MTT assay of human neuroblastoma cells was performed to examine the effective concentration of cypermethrin and 15μm cypermethrin was found to be optimum since maximum effect on TH expression (data not shown) and minimum cell death were observed at this concentration. In order to assess the fate of the cells, defect in maturation of autophagosome, status of autophagy and role of lysosome, LC3 conversion, p62 accumulation and LAMP 2 expression were checked in control and cypermethrin-treated cells. Expression of p62 and LC3 conversion were significantly increased while expression of LAMP 2 proteins was reduced akin to the nigrostriatal tissue. Co-localization study was performed in neuroblastoma cells to check the status of LC3 positivity and lysosome quality employing fluorescent lysotracker dye and fluorescent-labelled LC3 antibody (Lan et al. 2012). Results showed that LC3-positive sub-cellular bodies were unable to fuse with lysosome since two fluorescent signals did not merge together to yield an expected colour (Lan et al. 2012). Results indicated that autophagy plays a crucial role in the nigrostriatal dopaminergic neurodegeneration in cypermethrin-induced Parkinsonism. Loss of quality control in dopaminergic neurons exposed to cypermethrin could be a consequence of lysosomal impairment. Impairment of lysosome could be a central event that led to defective elimination of aberrant proteins and defective organelles (Moors et al. 2016).

Mitochondrial dysfunction, α-synuclein aggregation and oxidative stress are found to be key events in cypermethrin-induced PD (Agrawal et al. 2015a; Agrawal et al. 2015b). Degradation and removal of α-synuclein is known to occur through lysosome-mediated autophagy (Webb et al. 2003; Cuervo et al. 2004; Ebrahimi-Fakhari et al. 2012; Xilouri et al. 2013).
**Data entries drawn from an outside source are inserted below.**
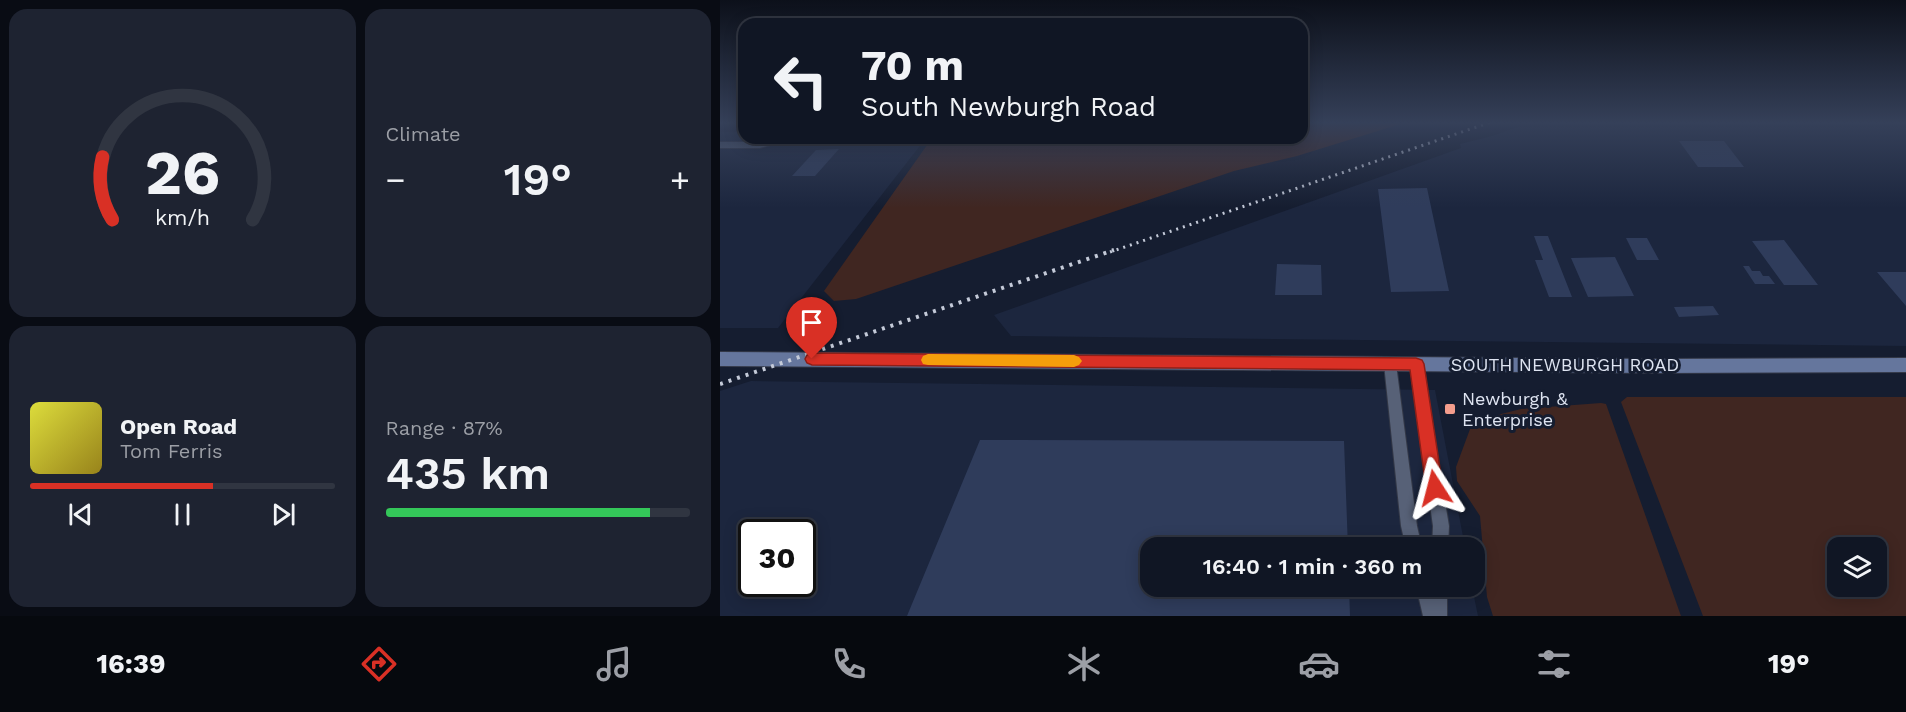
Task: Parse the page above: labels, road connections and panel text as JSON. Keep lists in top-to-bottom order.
{
  "streets": {
    "main road": ["SOUTH NEWBURGH ROAD"]
  },
  "places": {
    "transit": ["Newburgh & Enterprise"]
  },
  "page": {
    "tile": [
      "Climate",
      ["Range · 87%", "435 km"]
    ],
    "turn": ["70 m", "South Newburgh Road"],
    "heat": ["−", "19°", "+"],
    "song": ["Open Road", "Tom Ferris"],
    "limit": "30",
    "trip": "16:40 · 1 min · 360 m",
    "tabs": ["16:39", "19°"],
    "gauge": ["26", "km/h"]
  }
}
In order to investigate whether quality of lysosome is responsible for aberrant autophagy, LC3 positivity was measured in the presence or absence of the selected autophagy modulators. 3-Methyl adenine, a specific inhibitor of phosphatidylinositol-4,5-bisphosphate 3-kinase, vinblastine and bafilomycin A1, specific inhibitors of autophagosome elongation/fusion of autophagolysosome with lysosome/abnormal acidification and torin 1, a mTOR inhibitor were used in the study in the presence or absence of cypermethrin exposure (Wu et al. 2010; Sarkar 2013; Musiwaro et al. 2013). 3-Methyl adenine did not alter LC3 conversion, p62 accumulation and expression of LAMP 2 and TH. Increased LC3 I to II conversion and p62 level and decreased expression of LAMP 2 and TH were observed in the cells treated with cypermethrin in combination with bafilomycin A1. Vinblastine reduced only LAMP 2 level in cypermethrin-treated cells. Torin 1 ameliorated autophagosome formation and rescued from decreased TH content in cypermethrin-treated group. Results confirmed that poor/reduced quality of lysosome, defective fusion or compromised acidification could be blamed for cypermethrin-induced aberrant autophagy.